Übersicht
Der Volksgenosse, als Leitbegriff einer insgesamt „völkischen Weltvorstellung“, hat einen geschichtlich langen Ausprägungsprozeß. Er steigt auf aus den Abgründen kultureller Perversion im 19. und 20. Jahrhundert und kulminiert in Adolf Hitler, dem Prototyp kleinbürgerlicher Mediokrität.
Der Volksgenosse wurzelt in einer Weltanschauung, die in der Ästhetisierung der Barbarei und der Barbarisierung der Ästhetik fundiert ist. In Geistferne und ideologisch vorangetriebener Geschmacklosigkeit findet der Volksgenosse zu seiner Ich-Stärke.
Das System, modelliert nach dem idealtypischen Volksgenossen, läßt dem realen Volksgenossen kaum die Möglichkeit, Nischen des Privaten aufzusuchen und damit dem staatlichen Zugriff sich zu entziehen.

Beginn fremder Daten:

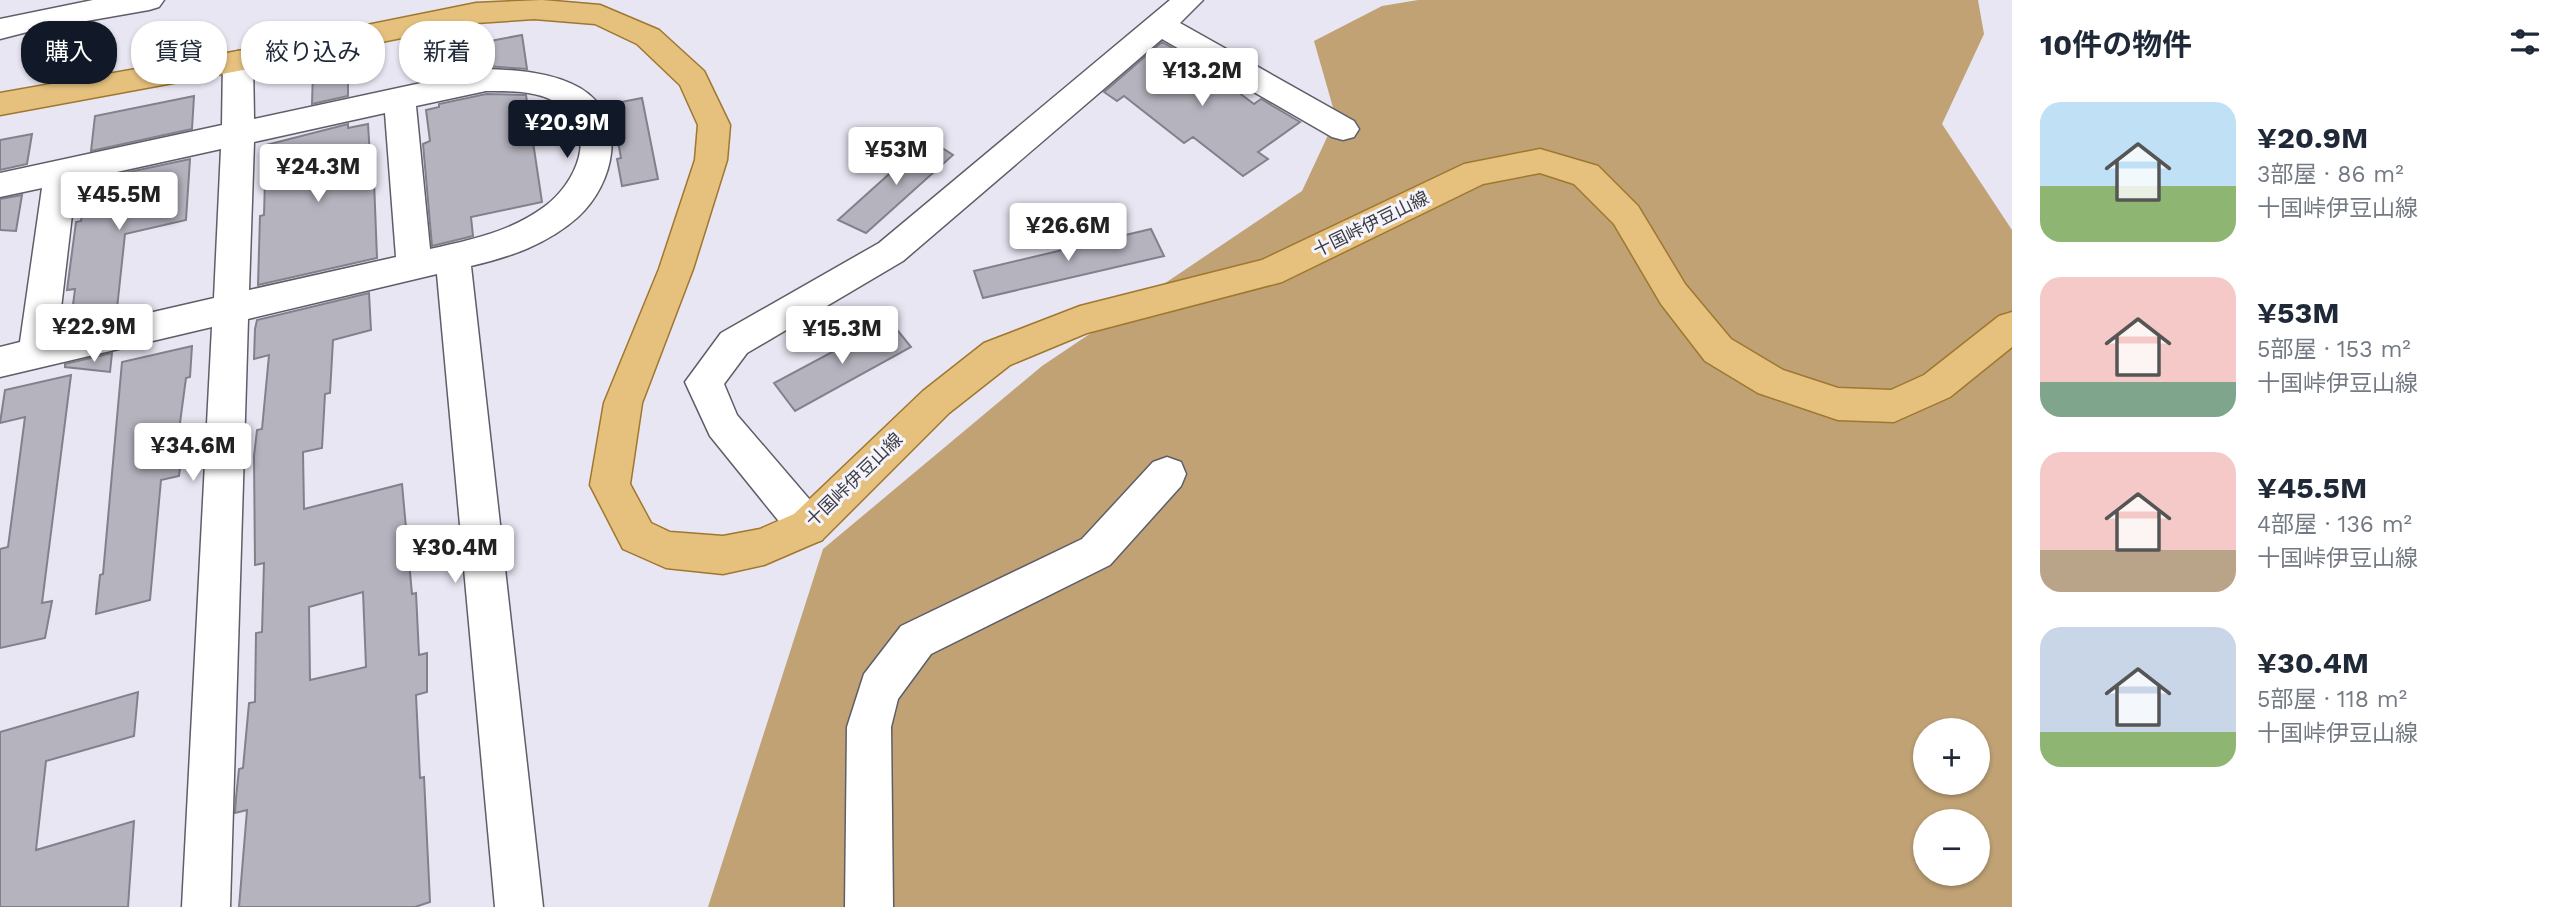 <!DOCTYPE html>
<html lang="ja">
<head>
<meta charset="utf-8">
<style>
	:root { --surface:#fff; --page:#f6f6f7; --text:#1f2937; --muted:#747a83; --accent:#111827 }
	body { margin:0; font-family:"Work Sans","Noto Sans JP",sans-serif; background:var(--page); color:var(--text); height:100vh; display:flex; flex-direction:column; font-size:26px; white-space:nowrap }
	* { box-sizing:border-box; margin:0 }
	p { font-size:23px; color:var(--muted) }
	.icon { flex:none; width:38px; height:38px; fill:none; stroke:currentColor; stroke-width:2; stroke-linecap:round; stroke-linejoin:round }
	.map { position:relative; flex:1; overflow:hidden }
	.panel { display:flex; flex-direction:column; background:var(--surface); width:560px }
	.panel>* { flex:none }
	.banner { position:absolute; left:21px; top:21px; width:665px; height:63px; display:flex; gap:14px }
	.controls { position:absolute; left:1913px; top:718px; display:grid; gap:14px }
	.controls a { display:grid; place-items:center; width:77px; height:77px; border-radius:50%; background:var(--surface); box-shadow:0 2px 5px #0004; font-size:35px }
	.price { position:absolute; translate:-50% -60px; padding:0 16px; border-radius:7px; background:#fff; color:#222; font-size:23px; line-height:46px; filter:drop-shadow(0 2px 4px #0008) }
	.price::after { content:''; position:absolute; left:50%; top:42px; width:21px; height:16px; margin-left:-10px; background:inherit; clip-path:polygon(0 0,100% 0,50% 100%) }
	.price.current { background:var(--accent); color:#fff }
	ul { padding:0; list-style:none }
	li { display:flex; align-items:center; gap:21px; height:175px; padding:0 28px }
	li span { display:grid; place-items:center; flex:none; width:196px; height:140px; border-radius:21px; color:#555 }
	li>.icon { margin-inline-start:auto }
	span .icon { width:84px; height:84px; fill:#fffc; stroke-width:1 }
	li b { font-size:30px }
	h2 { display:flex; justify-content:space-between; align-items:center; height:84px; padding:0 28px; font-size:30px }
	.tag { padding:0 24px; border-radius:28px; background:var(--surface); box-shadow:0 2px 5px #0004; font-size:24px; line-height:63px }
	.tag.current { background:var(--accent); color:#fff }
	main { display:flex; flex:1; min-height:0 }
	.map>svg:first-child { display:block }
	.forest { fill:#c0a275; fill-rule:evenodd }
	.building { fill:#b5b3be; stroke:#82818b; stroke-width:2; fill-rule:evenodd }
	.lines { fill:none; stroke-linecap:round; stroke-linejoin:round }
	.minor-casing { stroke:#5f5d67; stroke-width:3 }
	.major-casing { stroke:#9f772f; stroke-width:3 }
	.minor { fill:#fff; fill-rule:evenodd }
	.major { fill:#e5c17d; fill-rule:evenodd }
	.labels { text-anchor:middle; stroke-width:6; stroke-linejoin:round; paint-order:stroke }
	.street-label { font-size:18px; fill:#3c3b40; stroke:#f5f4fd }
</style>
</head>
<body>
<main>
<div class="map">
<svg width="2012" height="907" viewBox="0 0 2012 907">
	<rect width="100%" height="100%" fill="#e8e6f2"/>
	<path class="forest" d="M1418 0H1978L1984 34 1942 124 2012 230V907H708L823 549 1042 366 1302 191 1336 118 1314 41 1382 6ZM1925 730H1978V782H1925ZM1925 821H1978V873H1925Z"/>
	<path class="building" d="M468 27 469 45 522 35 527 69 485 66 437 77 435 34Z
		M1162 42 1202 65 1254 104 1261 99 1300 122 1258 152 1268 159 1243 176 1193 137 1184 143 1124 96 1117 101 1104 92Z
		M348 66V96L312 104 313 72Z
		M486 94 526 95 542 202 471 217 473 236 432 246 423 144 430 141 426 110 439 107V104Z
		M194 96 192 129 91 151 95 116Z
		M642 98 658 179 622 186 617 159 621 158 611 104Z
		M348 124V128L368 124 370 156 373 155 377 258 258 285 260 216 264 215 266 145Z
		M32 134 27 164 0 170V140Z
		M928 139 953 155 866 233 838 220Z
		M190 159 186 220 125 234 116 318 70 329 75 289 67 290 76 222 81 221 87 181Z
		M22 195 16 231 0 230V199Z
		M1151 229 1164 256 983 298 974 271Z
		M369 293 371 330 333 340 330 393 325 394 322 448 303 452 304 509 402 484 412 594 416 593 419 655 427 653V692L416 695 420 778 424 777 430 902 415 907H239L247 810 235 813 236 798 239 769 243 768 249 703 255 702 256 633 262 632 264 563 255 565 254 456 257 430 262 429 269 355 254 359 255 329 257 320ZM363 592 366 667 310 680 309 607Z
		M890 321 911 347 795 411 774 383Z
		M192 346 190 377 186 378 177 445 183 444 179 476 161 480 150 600 96 614 100 575 103 574 122 362Z
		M112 353 110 372 65 367V364Z
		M71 375 42 603 52 601 45 638 0 648V549L8 547 25 417 0 423 5 390Z
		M138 692 134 736 46 761 36 850 134 821 128 907H0V732Z"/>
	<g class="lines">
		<g class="minor-casing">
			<path id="minor" d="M93 0H164L159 7 149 10 35 30 0 39V19Z
				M1170 0H1203L1180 23 1354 121 1359 129 1354 137 1343 140 1332 137 1162 39 903 261 747 353 724 384 737 415 822 514 828 527 822 540 808 545 794 540 710 436 685 382 721 333 879 243Z
				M238 51 249 54 253 61 254 119 486 69C517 70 552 72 580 88 630 118 614 184 578 217 548 244 510 257 471 266L543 907H495L437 274 248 319 230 907H182L212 327 0 377V347L20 342 42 188 0 197V173L222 125 223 61 227 54ZM486 91C510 91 538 90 559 104 600 131 576 184 544 207 510 232 471 240 430 249L416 106ZM385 113 396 257 249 290 254 142ZM221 149 214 298 58 334 76 181Z
				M1167 457 1181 462 1186 474 1181 486 1110 565 931 654 898 699 891 727 893 907H845L847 727 864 674 901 626 1082 539 1153 462Z"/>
		</g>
		<g class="major-casing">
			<path id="major" d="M542 0 600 5 659 30 704 71 730 125 727 160 693 269 642 403 630 484 651 523 670 532 723 536 760 529 794 514 923 391 984 343 1080 306 1262 260 1464 164 1540 149 1598 166 1638 206 1685 284 1731 339 1783 370 1838 388 1891 390 1924 375 1999 316 2012 312V347L1950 397 1894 422 1838 420 1758 393 1705 361 1661 304 1614 224 1574 184 1540 173 1483 184 1282 282 1087 333 1010 365 949 413 822 540 764 565 723 574 666 568 623 549 590 485 604 403 659 269 695 160 698 125 680 85 637 44 595 24 534 19 476 23 238 71 0 115V93L238 51 476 3Z"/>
		</g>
		<use href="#minor" class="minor"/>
		<use href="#major" class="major"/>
	</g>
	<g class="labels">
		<g class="street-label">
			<text transform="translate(1371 224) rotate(-26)" y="6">十国峠伊豆山線</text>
			<text transform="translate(854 480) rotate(-44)" y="6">十国峠伊豆山線</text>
		</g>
	</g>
</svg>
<div class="controls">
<a>+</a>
<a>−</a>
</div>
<b class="price" style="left:1202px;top:108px">¥13.2M</b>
<b class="price current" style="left:567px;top:160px">¥20.9M</b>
<b class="price" style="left:896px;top:187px">¥53M</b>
<b class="price" style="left:318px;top:204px">¥24.3M</b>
<b class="price" style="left:119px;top:232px">¥45.5M</b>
<b class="price" style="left:1068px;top:263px">¥26.6M</b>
<b class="price" style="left:94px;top:364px">¥22.9M</b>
<b class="price" style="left:842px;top:366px">¥15.3M</b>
<b class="price" style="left:193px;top:483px">¥34.6M</b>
<b class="price" style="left:455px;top:585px">¥30.4M</b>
<div class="banner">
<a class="tag current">購入</a>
<a class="tag">賃貸</a>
<a class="tag">絞り込み</a>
<a class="tag">新着</a>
</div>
</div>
<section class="panel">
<h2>10件の物件<svg class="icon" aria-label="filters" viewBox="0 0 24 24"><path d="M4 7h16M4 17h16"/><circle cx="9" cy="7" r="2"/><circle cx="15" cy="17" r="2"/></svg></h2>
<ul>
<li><span style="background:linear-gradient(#bfe0f5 60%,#8fb573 0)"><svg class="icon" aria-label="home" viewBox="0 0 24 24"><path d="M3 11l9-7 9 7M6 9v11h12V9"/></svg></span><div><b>¥20.9M</b><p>3部屋 · 86 m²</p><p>十国峠伊豆山線</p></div></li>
<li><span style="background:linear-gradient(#f6c9c9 75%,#7fa58c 0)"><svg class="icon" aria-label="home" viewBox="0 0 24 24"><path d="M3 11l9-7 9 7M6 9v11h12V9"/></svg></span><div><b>¥53M</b><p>5部屋 · 153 m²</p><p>十国峠伊豆山線</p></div></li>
<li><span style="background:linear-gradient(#f6c9c9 70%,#b9a48a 0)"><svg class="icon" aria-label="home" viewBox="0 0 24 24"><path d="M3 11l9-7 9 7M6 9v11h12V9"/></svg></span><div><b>¥45.5M</b><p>4部屋 · 136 m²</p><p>十国峠伊豆山線</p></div></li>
<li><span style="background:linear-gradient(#c9d6e8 75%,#8fb573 0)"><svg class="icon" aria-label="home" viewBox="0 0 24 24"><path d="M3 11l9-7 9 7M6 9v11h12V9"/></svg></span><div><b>¥30.4M</b><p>5部屋 · 118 m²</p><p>十国峠伊豆山線</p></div></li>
</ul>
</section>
</main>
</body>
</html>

Das Psychogramm des Volksgenossen schwankt zwischen Mitläufertum und Mittäterschaft; er ist bald Mund-Täter, bald praktizierender Bösewicht. Fallstudien zeigen verallgemeinerbare Biographien auf; Ortsbeschreibungen lokalisieren den Entstehungsgrund von Volksgenossenschaft.
Der Volksgenosse ist im besonderen ein Produkt der „Panik im Mittelstand“; angesichts der Tatsache jedoch, daß Hitler in den Villenvierteln wie Mietskasernen siegte, die Kleinbürger wie die Arbeiter, die Angehörigen der Ober-wie Mittelschicht sowie die Deklassierten zu seinen Wählern zählten, wird man besser als gemeinsamen Nenner für das Volksgenossen-Syndrom die „autoritäre Persönlichkeitsstruktur“ ansehen können.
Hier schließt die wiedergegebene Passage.